George Williams AO is the Deputy Vice Chancellor (Planning and Assurance) and Scientia Professor at the University of NSW. He is one of Australia’s leading experts on constitutional and public law, and government accountability.
Dr Yee-Fui Ng is a Senior Lecturer at Monash University Law School and expert on strengthening political institutions and enhancing executive accountability. She is author of The Rise of Political Advisors in the Westminster System and Ministerial Advisers in Australia: The Modern Legal Context.
Kate Griffiths is the Budget Policy and Institutional Reform Fellow at the Grattan Institute, and co-author of the Institute’s seminal “Who’s in the Room” report on access and influence in Australian politics.
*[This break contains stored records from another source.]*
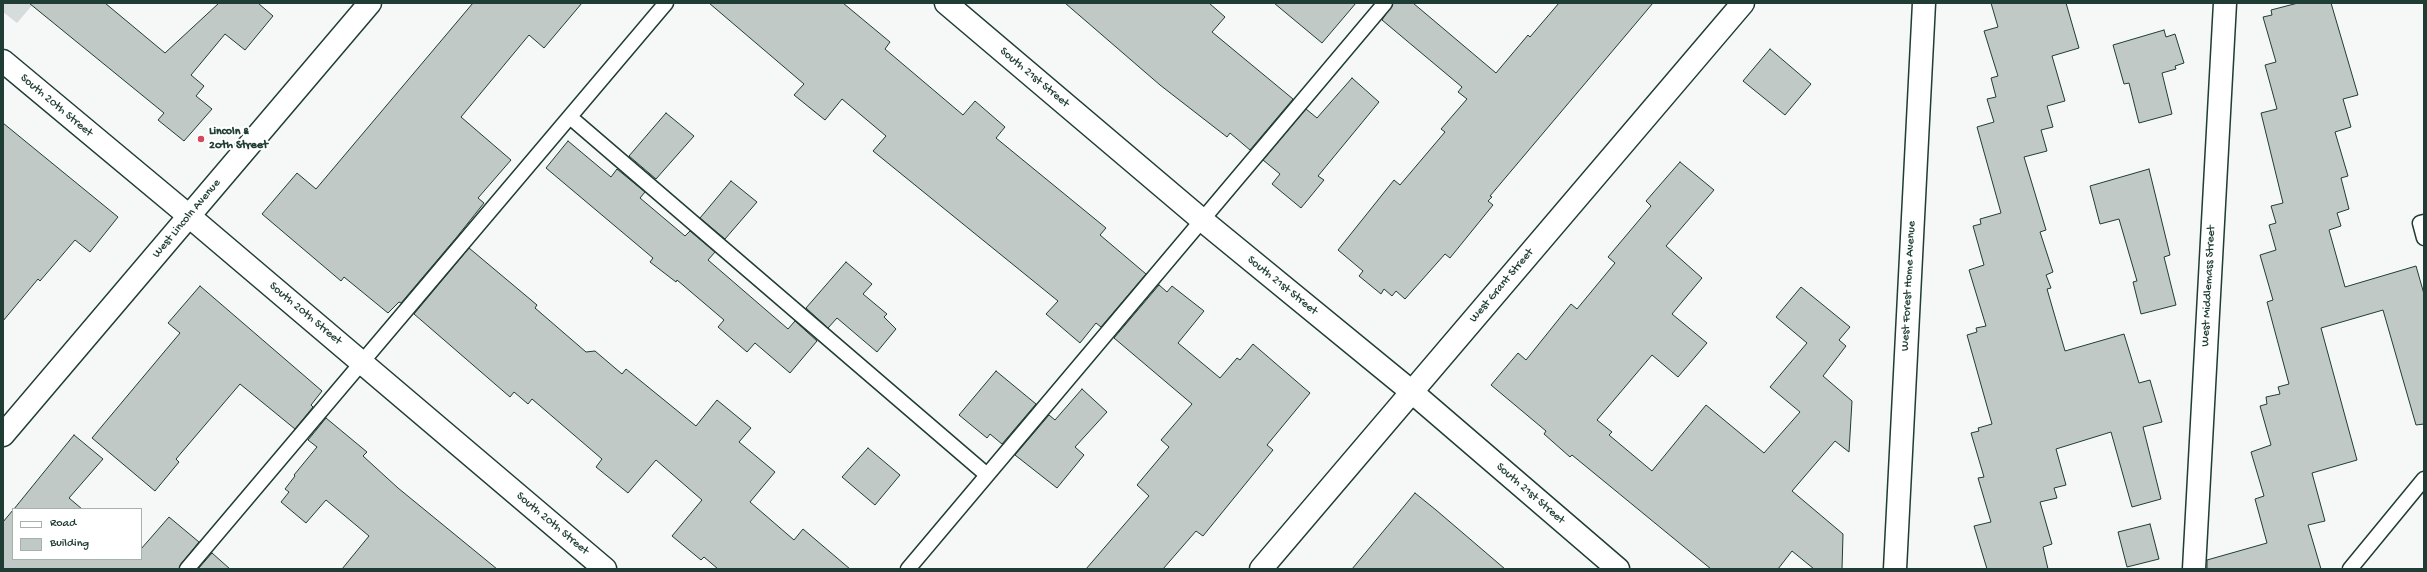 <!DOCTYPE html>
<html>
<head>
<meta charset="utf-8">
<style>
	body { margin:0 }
	#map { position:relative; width:2427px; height:572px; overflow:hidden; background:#f6f7f7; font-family:"Gochi Hand",sans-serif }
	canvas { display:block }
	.frame { position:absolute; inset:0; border:4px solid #1f3d34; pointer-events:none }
	.legend { position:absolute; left:12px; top:508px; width:130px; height:52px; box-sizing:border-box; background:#fff; border:1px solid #a5b1ae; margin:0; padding:5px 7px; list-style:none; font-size:12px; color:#1f3d34 }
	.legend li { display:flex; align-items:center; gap:8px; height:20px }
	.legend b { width:20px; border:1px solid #a5b1ae }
</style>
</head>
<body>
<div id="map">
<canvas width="2427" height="572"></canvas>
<div class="frame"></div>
<ul class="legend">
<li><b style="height:5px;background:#fff"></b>Road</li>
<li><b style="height:11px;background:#c0c9c6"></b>Building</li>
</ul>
</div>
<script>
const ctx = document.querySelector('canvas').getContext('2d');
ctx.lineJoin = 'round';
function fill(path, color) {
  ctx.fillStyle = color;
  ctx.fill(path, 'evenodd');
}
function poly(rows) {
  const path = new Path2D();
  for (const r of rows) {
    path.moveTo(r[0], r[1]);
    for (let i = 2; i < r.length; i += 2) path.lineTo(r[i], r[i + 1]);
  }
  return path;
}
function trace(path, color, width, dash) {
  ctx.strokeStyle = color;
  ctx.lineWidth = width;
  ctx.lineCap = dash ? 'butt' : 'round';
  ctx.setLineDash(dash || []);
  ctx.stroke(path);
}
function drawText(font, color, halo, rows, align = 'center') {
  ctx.font = font + ' "Gochi Hand",sans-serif';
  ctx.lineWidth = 4;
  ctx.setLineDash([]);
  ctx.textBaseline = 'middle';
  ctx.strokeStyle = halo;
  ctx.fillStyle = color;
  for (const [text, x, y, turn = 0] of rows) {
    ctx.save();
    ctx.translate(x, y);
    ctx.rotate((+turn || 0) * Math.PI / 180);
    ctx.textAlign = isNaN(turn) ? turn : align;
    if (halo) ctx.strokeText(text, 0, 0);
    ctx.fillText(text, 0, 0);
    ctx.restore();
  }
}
const green = poly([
	[3,3,34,3,17,23,3,12]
]);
const building = poly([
	[29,3,105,3,165,53,219,3,258,3,273,16,245,50,225,34,191,75,204,86,196,96,212,109,184,141,158,120,164,113,29,3],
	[473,3,582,3,544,48,529,35,461,117,511,160,478,198,484,203,456,238,401,303,399,302,388,313,344,277,341,281,262,214,297,173,316,189,473,3],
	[709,3,843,3,890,42,885,49,963,115,975,101,1005,127,996,138,1106,228,1100,235,1146,274,1101,327,1096,323,1080,343,1046,314,1058,301,873,151,886,136,842,99,825,120,794,95,804,84,709,3],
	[1065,3,1209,3,1225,17,1212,32,1293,99,1250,150,1230,133,1227,137,1160,85,1065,3],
	[1274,3,1356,3,1322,43,1274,3],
	[1393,3,1413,3,1496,73,1528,35,1530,37,1559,3,1653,3,1490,196,1492,197,1488,201,1493,205,1450,258,1445,254,1405,299,1396,291,1392,296,1384,289,1381,294,1359,276,1363,271,1338,250,1394,180,1400,185,1445,132,1441,129,1467,99,1458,92,1462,87,1382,20,1393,3],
	[1991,3,2066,3,2079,48,2052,56,2065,101,2047,106,2053,127,2041,130,2047,151,2024,157,2046,230,2040,232,2053,272,2046,275,2051,288,2047,289,2065,351,2124,334,2139,383,2150,380,2162,422,2143,427,2161,499,2132,507,2111,432,2056,449,2066,485,2054,488,2057,498,2040,502,2052,544,2043,547,2048,569,1987,569,1974,526,1991,522,1978,478,1984,477,1971,433,1979,431,1978,428,1992,424,1967,335,1977,332,1976,328,1986,326,1969,270,1984,265,1973,226,1981,224,1980,219,2001,213,1977,127,1994,122,1987,99,1996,97,1991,78,1998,76,1984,31,1998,27,1991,3],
	[2298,3,2331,3,2358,95,2343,99,2351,127,2335,132,2348,176,2341,178,2349,209,2337,213,2341,226,2329,230,2345,287,2416,266,2424,294,2424,424,2416,425,2383,310,2321,328,2357,460,2312,473,2325,521,2308,525,2321,569,2207,569,2207,560,2267,543,2255,499,2264,496,2251,452,2271,445,2260,406,2267,404,2266,397,2280,394,2278,387,2289,384,2267,302,2273,300,2260,255,2276,250,2269,225,2276,223,2271,206,2283,203,2261,113,2277,109,2265,65,2276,62,2263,17,2272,15,2271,10,2298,3],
	[2164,30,2166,37,2175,34,2184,63,2175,66,2176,69,2162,73,2172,114,2139,123,2129,83,2124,84,2113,45,2164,30],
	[1770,49,1811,84,1785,115,1743,81,1770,49],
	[1352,78,1379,102,1318,176,1324,180,1301,208,1272,184,1280,174,1263,160,1306,109,1317,118,1352,78],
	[666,113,694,136,656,179,629,156,666,113],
	[3,123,118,217,90,252,75,240,40,281,38,279,3,321,3,123],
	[568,141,611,177,617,169,645,192,640,198,685,236,690,231,715,252,708,260,788,329,795,321,817,341,790,373,755,343,747,352,718,327,724,320,677,280,676,282,650,262,653,258,546,168,568,141],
	[1680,162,1714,190,1666,246,1702,278,1672,314,1707,343,1678,377,1652,355,1597,420,1612,432,1609,435,1652,471,1706,405,1764,453,1800,412,1770,387,1807,343,1776,317,1801,287,1850,327,1839,340,1846,346,1823,376,1852,401,1849,452,1835,441,1792,491,1843,534,1842,569,1814,569,1792,551,1778,569,1711,569,1572,455,1570,457,1544,434,1546,431,1491,385,1518,353,1526,360,1571,304,1577,309,1615,263,1608,257,1651,206,1646,201,1680,162],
	[2149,169,2170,255,2164,257,2176,305,2141,314,2133,282,2137,281,2119,219,2100,224,2090,186,2149,169],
	[731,181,757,202,725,239,700,218,731,181],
	[469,248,537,305,535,308,586,352,595,351,622,374,626,369,696,426,717,400,751,428,739,442,775,472,750,502,794,540,803,529,850,569,718,569,704,557,701,560,672,536,702,500,656,460,628,493,596,467,602,459,532,399,528,404,514,392,510,397,414,314,469,248],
	[846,262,872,284,863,294,887,314,884,317,896,329,877,352,837,318,828,328,806,308,846,262],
	[1159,285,1167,292,1172,286,1204,311,1178,343,1220,378,1237,358,1240,360,1253,344,1310,393,1267,445,1273,450,1203,536,1196,531,1163,569,1086,569,1149,496,1137,485,1169,447,1161,440,1192,404,1114,338,1159,285],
	[200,286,322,391,311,405,313,407,295,429,240,384,176,459,179,462,155,491,92,438,180,333,168,323,200,286],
	[996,371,1036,404,1002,444,990,434,987,438,959,415,996,371],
	[1082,389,1107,412,1075,447,1084,455,1057,488,1015,455,1049,415,1055,420,1082,389],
	[326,418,367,452,363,456,398,488,497,569,342,569,369,536,326,500,306,523,281,502,289,492,285,489,295,476,294,475,317,447,308,440,326,418],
	[74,435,103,459,69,498,82,509,14,509,74,435],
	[868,448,900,475,875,505,842,477,868,448],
	[1415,493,1436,510,1505,569,1352,569,1415,493],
	[13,510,13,559,141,559,141,549,169,517,199,542,181,564,179,569,3,569,3,522,13,510],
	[2150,524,2159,559,2127,567,2118,532,2150,524],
	[212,553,230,569,198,569,212,553]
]);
const lane = poly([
	[570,117,987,475],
	[2424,222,2420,223,2424,238],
	[187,569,666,3],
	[908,569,1385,3],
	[2350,569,2424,479]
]);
const street = poly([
	[946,3,1202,220,1412,392,1618,569],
	[189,216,605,569],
	[1261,569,1743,3],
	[2194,569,2225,3]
]);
const secondary = poly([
	[3,61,189,216],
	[3,435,370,3],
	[1895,569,1924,3]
]);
const markers = [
	[201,139,4,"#d1495b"]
];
const streetNames = [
	["South 21st Street",1034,78,40],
	["South 20th Street",56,106,40],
	["West Lincoln Avenue",187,219,-50],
	["South 21st Street",1282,286,39],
	["West Grant Street",1502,286,-50],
	["West Forest Home Avenue",1909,286,-87],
	["West Middlemass Street",2209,286,-87],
	["South 20th Street",305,314,40],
	["South 21st Street",1530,494,41],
	["South 20th Street",552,524,40]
];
const poiNames = [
	["Lincoln &",209,132],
	["20th Street",209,146]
];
fill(green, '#d6dcdb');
fill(building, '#c0c9c6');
trace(building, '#1f3d34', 1);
trace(lane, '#1f3d34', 17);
trace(street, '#1f3d34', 25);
trace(secondary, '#1f3d34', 25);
trace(lane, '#fff', 14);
trace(street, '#fff', 22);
trace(secondary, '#fff', 22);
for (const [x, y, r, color] of markers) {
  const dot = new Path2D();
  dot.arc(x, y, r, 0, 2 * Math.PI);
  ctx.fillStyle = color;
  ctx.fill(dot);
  trace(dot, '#fff', 1.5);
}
drawText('12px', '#1f3d34', '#fff', streetNames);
drawText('bold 12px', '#1f3d34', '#fff', poiNames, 'left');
</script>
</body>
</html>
Meredith Edwards AM is an Emeritus Professor at the University of Canberra, specialising in public administration. She has written extensively on public sector governance, including Public Sector Governance in Australia.
Graeme Orr is Professor of Law at the University of Queensland and one of the country’s leading experts on electoral law and regulating democracy. He has authored and edited six books on the subject, including The Law of Politics.
George Rennie is a political scientist and Lecturer in Politics at the University of Melbourne. He is a regular commentator on integrity in government and is currently completing his PhD on lobbying regulation.